The Mooch is on fire. For the past few weeks, former White House Communications Director Anthony Scaramucci has hyped the launch of his independent media platform, “The Scaramucci Post,” with a string of bizarre publicity stunts. Last week, just days before his divorce hearing with estranged wife Deidre Ball, Scaramucci announced over Twitter that the outlet would function as a “center lane in a two-lane highway” with “data-dependent arguments about policy” and a “rationalization of what’s going on in the media.”
The Scaramucci Post has since promoted emoji-heavy tweets and surveys about which reporters to follow on social media, leaving many to surmise that the Mooch is playing an elaborate prank on Washington.
“At first I was taken in by all the Twitter polls he was doing,” said Daily Caller scribe Betsy Rothstein, one of several reporters The Scaramucci Post promoted. “But as it went on and on, I got bored. For someone who claims to be so straightforward and honest, why not be honest with us about what this is or isn’t? Is he really hiring people? Is this a pro-Trump site or a real news site?”

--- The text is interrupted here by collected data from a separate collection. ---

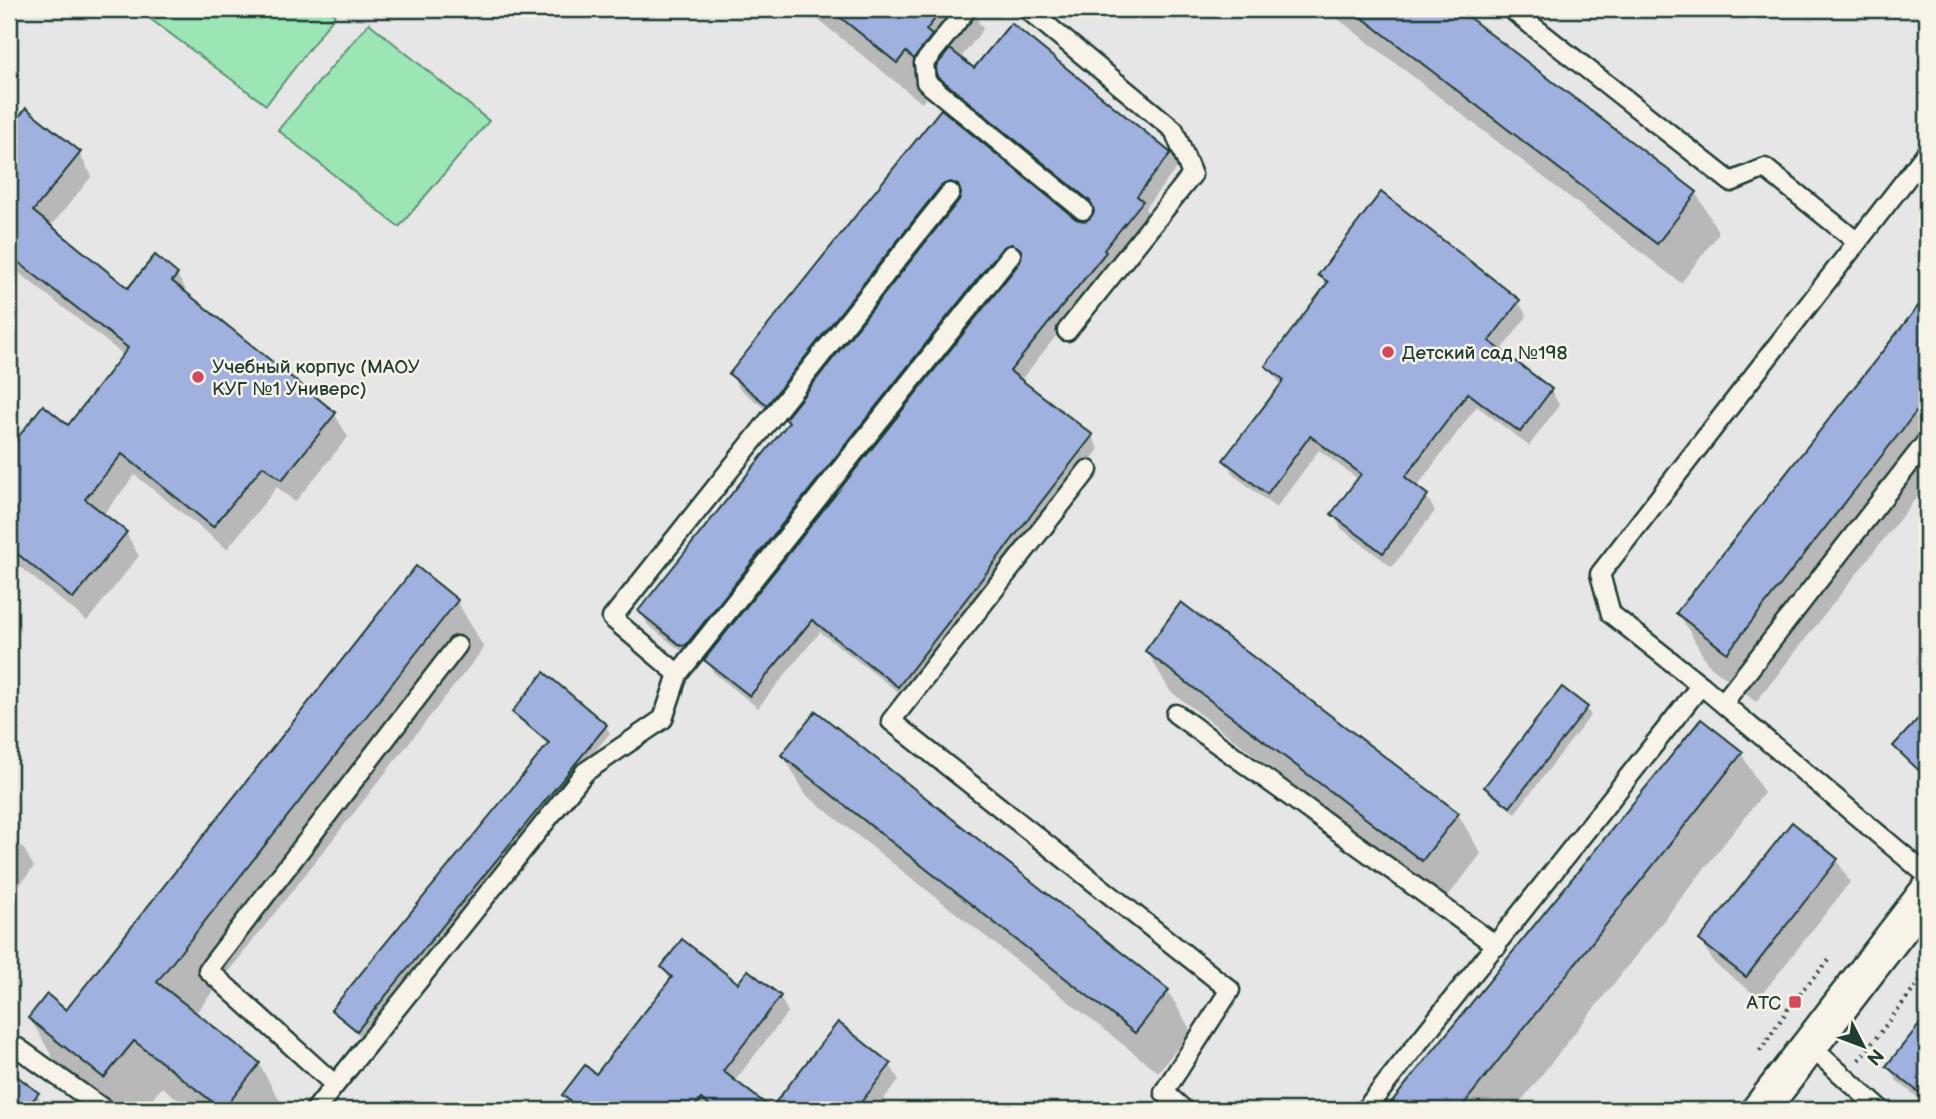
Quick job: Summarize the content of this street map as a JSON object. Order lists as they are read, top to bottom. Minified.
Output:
{"places":{"other":["Детский сад №198","Учебный корпус (МАОУ КУГ №1 Универс)"],"transit":["АТС"]},"north":"bottom right"}
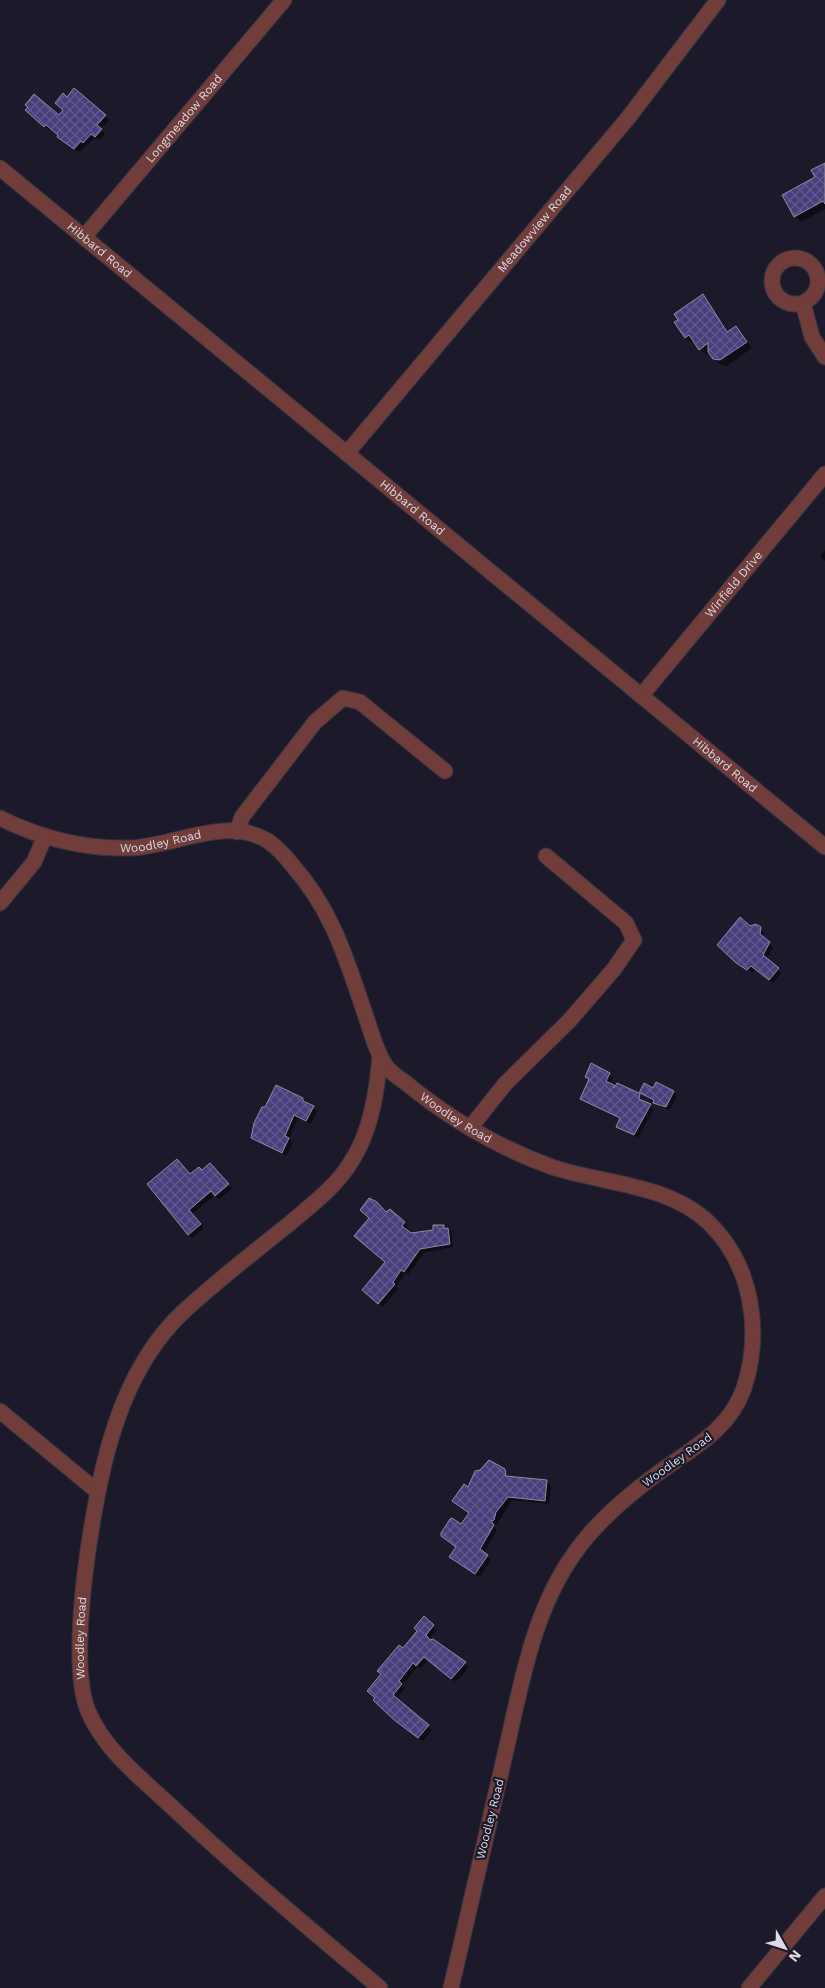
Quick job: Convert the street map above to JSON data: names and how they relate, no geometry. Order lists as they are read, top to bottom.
{
  "streets": {
    "street": [
      "Longmeadow Road",
      "Meadowview Road",
      "Hibbard Road",
      "Winfield Drive",
      "Woodley Road"
    ]
  },
  "crossings": [
    ["Longmeadow Road", "Hibbard Road"],
    ["Meadowview Road", "Hibbard Road"],
    ["Hibbard Road", "Winfield Drive"]
  ],
  "north": "bottom right"
}
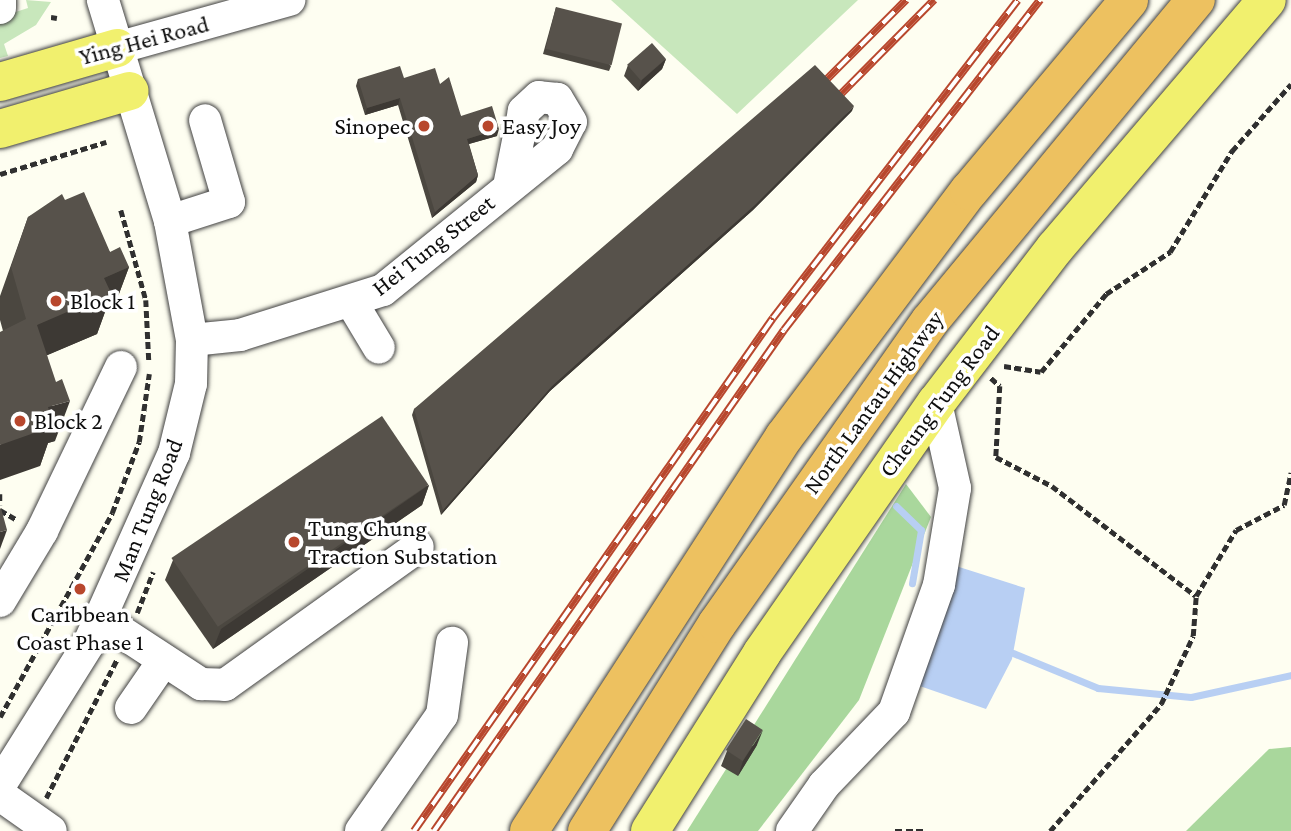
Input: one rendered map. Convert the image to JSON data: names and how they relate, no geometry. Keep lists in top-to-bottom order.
{
  "streets": {
    "highway": ["North Lantau Highway"],
    "main road": ["Ying Hei Road", "Cheung Tung Road"],
    "street": ["Hei Tung Street", "Man Tung Road"]
  },
  "crossings": [
    ["Ying Hei Road", "Man Tung Road"],
    ["Hei Tung Street", "Man Tung Road"]
  ],
  "places": [
    "Sinopec",
    "Easy Joy",
    "Block 1",
    "Block 2",
    "Tung Chung Traction Substation",
    "Caribbean Coast Phase 1"
  ]
}
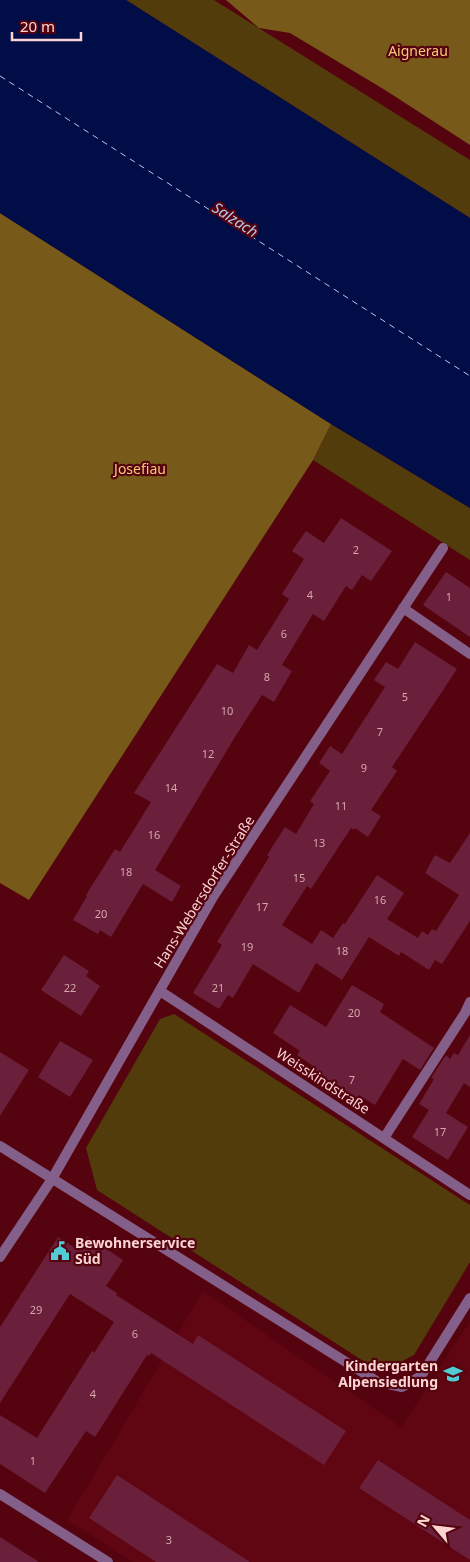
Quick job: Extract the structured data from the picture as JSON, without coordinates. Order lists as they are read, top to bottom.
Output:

After covering the ex comms director’s rumored romance with Fox News’ Kimberly Guilfoyle, Rothstein was allegedly threatened by Scaramucci’s publicist Howard Bragman. Bragman, who previously managed Monica Lewinsky’s PR and wrote Where’s My Fifteen Minutes?, sent the reporter a threatening email comparing her to Holocaust founder Otto Adolf Eichmann.
On Monday, Scaramucci answered questions over Twitter in anticipation to the outlet’s official launch party at Manhattan’s Hunt and Fish Club (of which he is a co-owner). The tongue-and-cheek banter struck an awkward chord amid national sorrow over the Las Vegas shooting that occurred Sunday evening.
“Are you wearing Kevlar?” one viewer asked in reference to a tourniquet the ex-SkyBridge Capital founder wore.
“This is ice compression technology.”
Although we will have a better idea of whether or not The Scaramucci Post is intended as satire following tonight’s launch party, the Mooch’s screwball relevancy is likely to continue bombarding the Internet. Or, in Rothstein’s words: “If it’s real, he should do what he knows how to do best: entertain.”